Work request: Beneath this instruction is a block of data; output from it exactly the lines that run from the one containing "display:flex; align-items:center; gap:8px;" through the one containing "position:absolute; left:719px; top:370px;", inclusive.

Dataset entries:
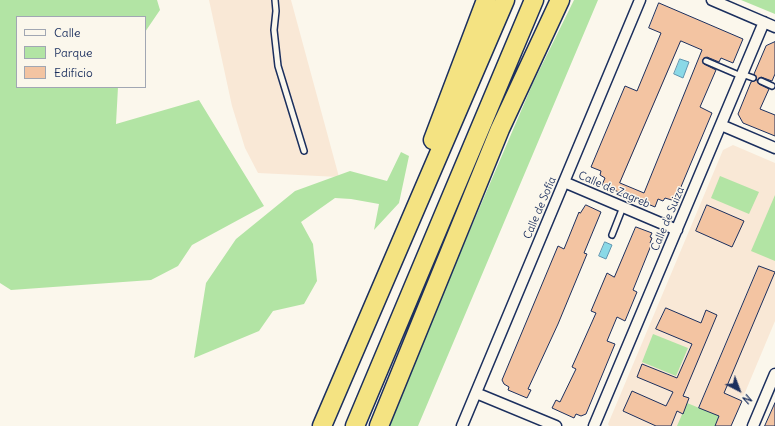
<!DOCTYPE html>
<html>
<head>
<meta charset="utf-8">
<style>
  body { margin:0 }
  #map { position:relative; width:775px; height:426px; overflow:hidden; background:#fbf7ec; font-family:Delius,sans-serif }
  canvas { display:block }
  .legend { position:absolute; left:16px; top:16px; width:130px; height:72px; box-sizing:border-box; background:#fbf7ec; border:1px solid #a1a7b3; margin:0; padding:5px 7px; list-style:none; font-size:12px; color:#1b2f5e }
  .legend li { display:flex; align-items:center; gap:8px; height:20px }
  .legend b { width:20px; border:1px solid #a1a7b3 }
  .north { position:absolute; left:719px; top:370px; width:40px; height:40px; -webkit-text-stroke:3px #fbf7ec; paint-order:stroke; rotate:138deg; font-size:11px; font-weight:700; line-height:16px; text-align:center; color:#1b2f5e }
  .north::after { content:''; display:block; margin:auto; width:14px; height:18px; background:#1b2f5e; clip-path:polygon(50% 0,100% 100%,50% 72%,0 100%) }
</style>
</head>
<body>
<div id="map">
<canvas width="775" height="426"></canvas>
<ul class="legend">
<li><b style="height:5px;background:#fbf7ec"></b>Calle</li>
<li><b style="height:11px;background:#b2e4a4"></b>Parque</li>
<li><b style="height:11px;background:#f3c4a2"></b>Edificio</li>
</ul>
<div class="north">N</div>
</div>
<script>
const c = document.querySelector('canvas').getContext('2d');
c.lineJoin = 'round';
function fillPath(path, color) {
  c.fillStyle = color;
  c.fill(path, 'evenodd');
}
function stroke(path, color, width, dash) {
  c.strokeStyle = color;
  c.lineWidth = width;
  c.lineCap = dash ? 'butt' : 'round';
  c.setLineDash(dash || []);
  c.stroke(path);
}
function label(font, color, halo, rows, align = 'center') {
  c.font = font + ' Delius,sans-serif';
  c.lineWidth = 3;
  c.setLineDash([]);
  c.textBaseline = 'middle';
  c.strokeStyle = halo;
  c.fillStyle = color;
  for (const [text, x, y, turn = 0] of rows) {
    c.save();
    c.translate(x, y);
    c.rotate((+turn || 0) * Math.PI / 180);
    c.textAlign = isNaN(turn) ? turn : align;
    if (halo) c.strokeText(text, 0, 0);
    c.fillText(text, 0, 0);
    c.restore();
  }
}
fillPath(new Path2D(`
  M209,0h82l48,177 -81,-4 -13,-25 -13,-42z
  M733,145l42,18v158l-44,105h-122l-1,-2 115,-274z`), '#f9e8d6');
fillPath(new Path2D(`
  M0,0h157l3,10 -15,22v-15h-128v70h101l-2,37 83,-24 65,106 -72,39 -14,21 -27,14 -140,10 -11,-7z
  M574,0h24l-180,426h-32l147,-343z
  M741,0h34v14z
  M401,152l8,4 -10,47 -25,27 5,-26 -28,-5 -16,-1 -34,24 12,22 4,37 -13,23 -31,7 -14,20 -65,27 12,-75 30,-44 59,-48 55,-20 37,10z
  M720,176l39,16 -10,22 -38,-16z
  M775,195v66l-24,-10z
  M653,334l35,14 -12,28 -34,-14z
  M687,403l32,13 -4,10h-38z`), '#b2e4a4');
const water = new Path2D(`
  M680,59l9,3 -6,16 -9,-4z
  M605,242l7,3 -6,14 -7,-3z`);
fillPath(water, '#8ad9e7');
stroke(water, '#5e95b0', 1);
const building = new Path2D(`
  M659,3l84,36 -10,24 -12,-5 -2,4 -12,-5 -4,2 1,5 12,6 -16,37 12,6 -37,88 -10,-3 -2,3 -5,-2 -3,8 -53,-22 3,-7 -5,-3 1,-4 -10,-4 34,-81 12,5 24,-58 -12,-5zM681,41l21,9 -58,143 -24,-10z
  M775,42v32l-3,7 -11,-4 -4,4 2,3 10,5 -9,20 15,6v21l-32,-13 -5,-9 13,-32 6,-2 -3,-6 12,-28z
  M586,205l15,7 -17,41 3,1 -29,70 -30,65 3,1 -4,8 -19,-8 1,-3 -5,-3 -2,-4 56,-134 6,3 15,-37 1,1z
  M707,205l37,16 -12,26 -36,-16z
  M636,227l16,6 -2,4 2,1 -2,5h2l-19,47 4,2 -12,29 -8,-4 -10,24 8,3 -29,70 -5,2 -5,-2 -2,4 -22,-10 4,-8 4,2 16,-33 -4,-2 24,-54 -5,-2 16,-38 7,4z
  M759,266l16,6 -51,121 18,8 -11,25h-16l4,-10 -20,-8z
  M666,308l35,15 5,-13 11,5 -34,81 6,2 -6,16 -6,-3 -6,15h-15l-33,-15 9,-20 34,15 7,-14 -36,-15 5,-13 35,14 15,-34 -36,-15z
  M775,403v23h-10z`);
fillPath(building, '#f3c4a2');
stroke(building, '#1b2f5e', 1);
const lane = new Path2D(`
  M275,0l1,11 -2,19 4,36 26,85
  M706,61l35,15
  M742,74l11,4
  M761,81l11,5
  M612,235l11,-28`);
const street = new Path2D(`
  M712,0l63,27
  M721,125l54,23
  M564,182l113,48
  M476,393l80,33
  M462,426l178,-426
  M594,426l170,-404
  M753,426l22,-52`);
const highway = new Path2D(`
  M433,140l53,-140
  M322,426l183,-426
  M355,426l179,-426
  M379,426l121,-297 60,-129`);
stroke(lane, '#1b2f5e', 8);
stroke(street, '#1b2f5e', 13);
stroke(highway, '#1b2f5e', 21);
stroke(lane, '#fbf7ec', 5);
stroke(street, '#fbf7ec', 10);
stroke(highway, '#f4e382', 18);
label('11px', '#1b2f5e', '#fbf7ec', [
  ["Calle de Zagreb",614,190,23],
  ["Calle de Sofía",540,208,-67],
  ["Calle de Suiza",668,219,-67]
]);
</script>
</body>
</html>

Reply to the task:
  .legend li { display:flex; align-items:center; gap:8px; height:20px }
  .legend b { width:20px; border:1px solid #a1a7b3 }
  .north { position:absolute; left:719px; top:370px; width:40px; height:40px; -webkit-text-stroke:3px #fbf7ec; paint-order:stroke; rotate:138deg; font-size:11px; font-weight:700; line-height:16px; text-align:center; color:#1b2f5e }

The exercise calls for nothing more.